Have we been distracted from the real issue in education?
It seems that in the education sector, there are always new issues that breed new initiatives. When an idea is presented at the right moment, it can garner interest and speed to those who write policy and guide action. Whether the issue is using technology, preventing bullying, engaging boys in learning, differentiating instruction or raising achievement data; something is always on the horizon lingering as the next focus-fix. There is a multitude of issues in education that can be the source of funding, time and professional development - which one is the most important?
The point of the video is to draw a parallel to the current educational climate. Maybe all the aforementioned issues are the way we have distracted ourselves from what our true focus should be...student happiness.
How well does someone learn when they are unhappy compared to when they are happy? Now, focusing on raising student happiness is not an easy task. Perhaps the students in your class need basic needs met (i.e. food, shelter, safety) and providing snacks, consistent personal support and genuine interest in their lives, is the way you will improve student happiness and mental well-being in your room. Maybe your class needs hands-on, tech-based activities and assignments to feel engaged, improve their sense of self-worth, and therefore, feel happy about their accomplishments in school.

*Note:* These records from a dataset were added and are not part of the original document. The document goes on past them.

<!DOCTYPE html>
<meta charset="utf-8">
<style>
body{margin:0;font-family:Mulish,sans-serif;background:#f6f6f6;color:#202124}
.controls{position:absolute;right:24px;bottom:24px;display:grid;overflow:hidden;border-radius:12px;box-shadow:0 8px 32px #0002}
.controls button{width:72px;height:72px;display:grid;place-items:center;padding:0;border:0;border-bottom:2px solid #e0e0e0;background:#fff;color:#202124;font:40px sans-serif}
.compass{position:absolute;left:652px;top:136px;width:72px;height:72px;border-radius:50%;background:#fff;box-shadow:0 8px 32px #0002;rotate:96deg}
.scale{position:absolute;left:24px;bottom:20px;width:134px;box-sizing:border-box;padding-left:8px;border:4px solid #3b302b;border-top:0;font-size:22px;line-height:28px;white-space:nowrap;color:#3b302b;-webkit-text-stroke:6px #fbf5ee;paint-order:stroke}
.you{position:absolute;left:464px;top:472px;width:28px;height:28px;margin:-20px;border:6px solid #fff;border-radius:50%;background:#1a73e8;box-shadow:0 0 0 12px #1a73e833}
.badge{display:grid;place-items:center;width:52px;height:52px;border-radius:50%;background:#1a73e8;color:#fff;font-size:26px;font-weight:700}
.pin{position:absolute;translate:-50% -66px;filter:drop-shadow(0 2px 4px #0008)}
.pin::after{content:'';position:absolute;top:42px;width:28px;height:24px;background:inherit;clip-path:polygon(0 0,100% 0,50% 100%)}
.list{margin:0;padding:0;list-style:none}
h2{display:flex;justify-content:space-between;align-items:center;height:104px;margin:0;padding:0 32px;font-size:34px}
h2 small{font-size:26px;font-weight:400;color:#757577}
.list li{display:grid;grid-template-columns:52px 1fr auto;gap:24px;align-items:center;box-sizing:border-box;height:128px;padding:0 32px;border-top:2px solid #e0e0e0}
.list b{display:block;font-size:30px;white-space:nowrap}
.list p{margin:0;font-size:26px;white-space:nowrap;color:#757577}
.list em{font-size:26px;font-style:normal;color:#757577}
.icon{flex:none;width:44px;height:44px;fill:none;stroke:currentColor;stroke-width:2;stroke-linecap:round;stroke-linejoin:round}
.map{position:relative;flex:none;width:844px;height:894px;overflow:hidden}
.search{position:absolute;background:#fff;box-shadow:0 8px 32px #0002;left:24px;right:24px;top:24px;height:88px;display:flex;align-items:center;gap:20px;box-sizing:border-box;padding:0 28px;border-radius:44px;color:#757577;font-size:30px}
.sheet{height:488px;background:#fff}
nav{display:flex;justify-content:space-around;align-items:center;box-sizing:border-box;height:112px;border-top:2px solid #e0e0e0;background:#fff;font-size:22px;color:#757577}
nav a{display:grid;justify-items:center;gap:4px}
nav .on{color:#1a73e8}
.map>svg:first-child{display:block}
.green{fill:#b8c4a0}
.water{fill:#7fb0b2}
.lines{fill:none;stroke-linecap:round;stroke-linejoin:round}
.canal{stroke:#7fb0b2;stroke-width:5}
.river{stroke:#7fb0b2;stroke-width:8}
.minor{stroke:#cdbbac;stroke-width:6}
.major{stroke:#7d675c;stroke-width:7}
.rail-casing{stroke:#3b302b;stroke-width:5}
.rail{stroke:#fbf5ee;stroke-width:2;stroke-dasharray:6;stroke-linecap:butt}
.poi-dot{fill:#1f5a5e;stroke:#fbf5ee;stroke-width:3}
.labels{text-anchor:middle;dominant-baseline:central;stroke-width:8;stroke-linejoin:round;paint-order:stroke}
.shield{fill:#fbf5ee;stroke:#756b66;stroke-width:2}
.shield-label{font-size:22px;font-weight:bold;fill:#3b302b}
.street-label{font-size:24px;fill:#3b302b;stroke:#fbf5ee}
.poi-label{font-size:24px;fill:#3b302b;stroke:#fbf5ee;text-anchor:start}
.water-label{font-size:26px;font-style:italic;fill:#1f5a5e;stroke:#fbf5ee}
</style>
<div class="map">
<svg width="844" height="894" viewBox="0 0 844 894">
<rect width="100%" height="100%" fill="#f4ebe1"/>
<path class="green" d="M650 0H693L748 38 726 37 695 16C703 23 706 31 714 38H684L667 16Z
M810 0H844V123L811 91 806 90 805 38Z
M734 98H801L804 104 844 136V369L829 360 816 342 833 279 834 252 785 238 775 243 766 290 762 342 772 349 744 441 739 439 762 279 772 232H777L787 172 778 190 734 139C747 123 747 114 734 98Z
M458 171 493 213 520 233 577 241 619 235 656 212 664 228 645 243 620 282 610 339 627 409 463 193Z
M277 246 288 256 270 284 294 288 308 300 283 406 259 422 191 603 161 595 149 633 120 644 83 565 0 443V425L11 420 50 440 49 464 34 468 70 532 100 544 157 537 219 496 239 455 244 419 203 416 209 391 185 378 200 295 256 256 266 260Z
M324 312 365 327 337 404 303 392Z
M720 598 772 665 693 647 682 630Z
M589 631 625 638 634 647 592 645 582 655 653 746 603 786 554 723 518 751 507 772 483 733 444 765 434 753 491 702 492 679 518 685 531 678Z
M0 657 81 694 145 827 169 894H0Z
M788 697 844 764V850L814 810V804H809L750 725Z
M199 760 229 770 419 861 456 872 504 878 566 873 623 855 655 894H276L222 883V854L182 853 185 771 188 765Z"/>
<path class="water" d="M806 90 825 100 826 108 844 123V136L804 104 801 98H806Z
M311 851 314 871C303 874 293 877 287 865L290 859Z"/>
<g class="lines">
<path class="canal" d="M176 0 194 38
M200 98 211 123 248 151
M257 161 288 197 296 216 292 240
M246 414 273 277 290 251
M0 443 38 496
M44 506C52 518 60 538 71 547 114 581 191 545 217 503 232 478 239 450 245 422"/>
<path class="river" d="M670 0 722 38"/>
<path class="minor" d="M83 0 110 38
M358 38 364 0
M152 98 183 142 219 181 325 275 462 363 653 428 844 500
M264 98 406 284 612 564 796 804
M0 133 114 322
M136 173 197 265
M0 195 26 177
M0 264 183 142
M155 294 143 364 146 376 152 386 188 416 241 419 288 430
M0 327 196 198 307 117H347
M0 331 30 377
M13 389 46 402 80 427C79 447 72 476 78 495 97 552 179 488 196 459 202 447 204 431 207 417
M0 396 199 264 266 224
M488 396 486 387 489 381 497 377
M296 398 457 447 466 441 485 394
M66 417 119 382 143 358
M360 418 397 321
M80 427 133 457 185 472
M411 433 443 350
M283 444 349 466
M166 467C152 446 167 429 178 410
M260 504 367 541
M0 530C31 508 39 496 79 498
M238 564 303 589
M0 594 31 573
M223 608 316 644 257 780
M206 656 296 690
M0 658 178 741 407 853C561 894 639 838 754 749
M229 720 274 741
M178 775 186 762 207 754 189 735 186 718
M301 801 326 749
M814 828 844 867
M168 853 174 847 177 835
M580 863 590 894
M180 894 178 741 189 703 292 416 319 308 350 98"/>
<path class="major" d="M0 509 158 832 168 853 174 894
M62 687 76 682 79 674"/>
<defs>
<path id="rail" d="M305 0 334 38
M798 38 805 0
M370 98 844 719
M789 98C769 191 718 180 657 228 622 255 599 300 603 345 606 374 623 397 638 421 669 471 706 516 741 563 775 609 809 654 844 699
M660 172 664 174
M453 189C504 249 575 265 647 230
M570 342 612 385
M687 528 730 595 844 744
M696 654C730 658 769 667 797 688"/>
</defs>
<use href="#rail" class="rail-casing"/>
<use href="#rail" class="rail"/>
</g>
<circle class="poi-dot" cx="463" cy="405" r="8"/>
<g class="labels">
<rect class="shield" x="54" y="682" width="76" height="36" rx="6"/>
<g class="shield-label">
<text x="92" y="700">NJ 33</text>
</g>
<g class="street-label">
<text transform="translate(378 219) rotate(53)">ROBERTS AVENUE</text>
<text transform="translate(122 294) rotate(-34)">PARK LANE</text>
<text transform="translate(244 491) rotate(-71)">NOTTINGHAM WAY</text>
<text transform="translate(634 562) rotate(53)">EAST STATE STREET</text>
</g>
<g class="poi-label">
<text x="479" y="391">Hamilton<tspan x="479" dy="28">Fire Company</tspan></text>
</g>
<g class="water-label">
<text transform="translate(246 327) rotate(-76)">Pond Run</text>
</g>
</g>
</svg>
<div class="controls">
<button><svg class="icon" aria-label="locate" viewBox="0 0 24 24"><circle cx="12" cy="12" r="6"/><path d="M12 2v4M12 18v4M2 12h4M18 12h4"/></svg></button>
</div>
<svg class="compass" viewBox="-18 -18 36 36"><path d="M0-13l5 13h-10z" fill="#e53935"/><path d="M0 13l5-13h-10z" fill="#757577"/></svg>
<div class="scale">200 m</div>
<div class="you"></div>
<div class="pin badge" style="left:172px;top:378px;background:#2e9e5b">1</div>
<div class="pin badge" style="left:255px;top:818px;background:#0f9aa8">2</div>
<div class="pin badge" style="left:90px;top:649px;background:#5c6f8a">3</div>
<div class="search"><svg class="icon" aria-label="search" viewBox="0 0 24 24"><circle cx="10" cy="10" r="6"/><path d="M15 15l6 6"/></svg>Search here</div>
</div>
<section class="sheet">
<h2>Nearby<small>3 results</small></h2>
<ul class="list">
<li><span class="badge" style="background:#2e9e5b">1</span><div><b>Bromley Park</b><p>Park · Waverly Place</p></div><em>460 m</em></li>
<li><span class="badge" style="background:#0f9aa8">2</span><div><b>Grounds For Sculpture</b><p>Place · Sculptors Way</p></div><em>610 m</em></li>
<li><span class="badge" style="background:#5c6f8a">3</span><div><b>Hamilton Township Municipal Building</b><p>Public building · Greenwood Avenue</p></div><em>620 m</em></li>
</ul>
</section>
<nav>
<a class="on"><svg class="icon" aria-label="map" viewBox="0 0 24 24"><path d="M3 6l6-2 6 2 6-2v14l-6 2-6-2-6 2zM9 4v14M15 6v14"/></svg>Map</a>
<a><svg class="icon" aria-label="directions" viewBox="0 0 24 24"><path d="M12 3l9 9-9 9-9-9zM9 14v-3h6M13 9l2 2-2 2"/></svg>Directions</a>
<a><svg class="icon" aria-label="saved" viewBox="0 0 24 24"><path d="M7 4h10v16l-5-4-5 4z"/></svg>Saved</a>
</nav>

Whatever the specific need, your students will connect, produce and internalize more if they are enjoying their time in your classroom and value their place in your lessons. Some of our students come from horrendous family situations and brutal living conditions, your sole purpose in teaching should be to provide a safe and "utopian-like" environment for every minute they spend with you. After all, these are the students who look forward to school as a place of order and also an opportunity for distraction.
All of identified issues in education have value. But, how might the success we experience as teachers to our students change if every lesson we deliver was precluded by deliberate thought about how students might enjoy what they are doing? If they find happiness in something, they will attach to it - that's your motivation.
Let's expose the gorilla and have some fun. The students probably won't see it coming - and they surely won't forget it.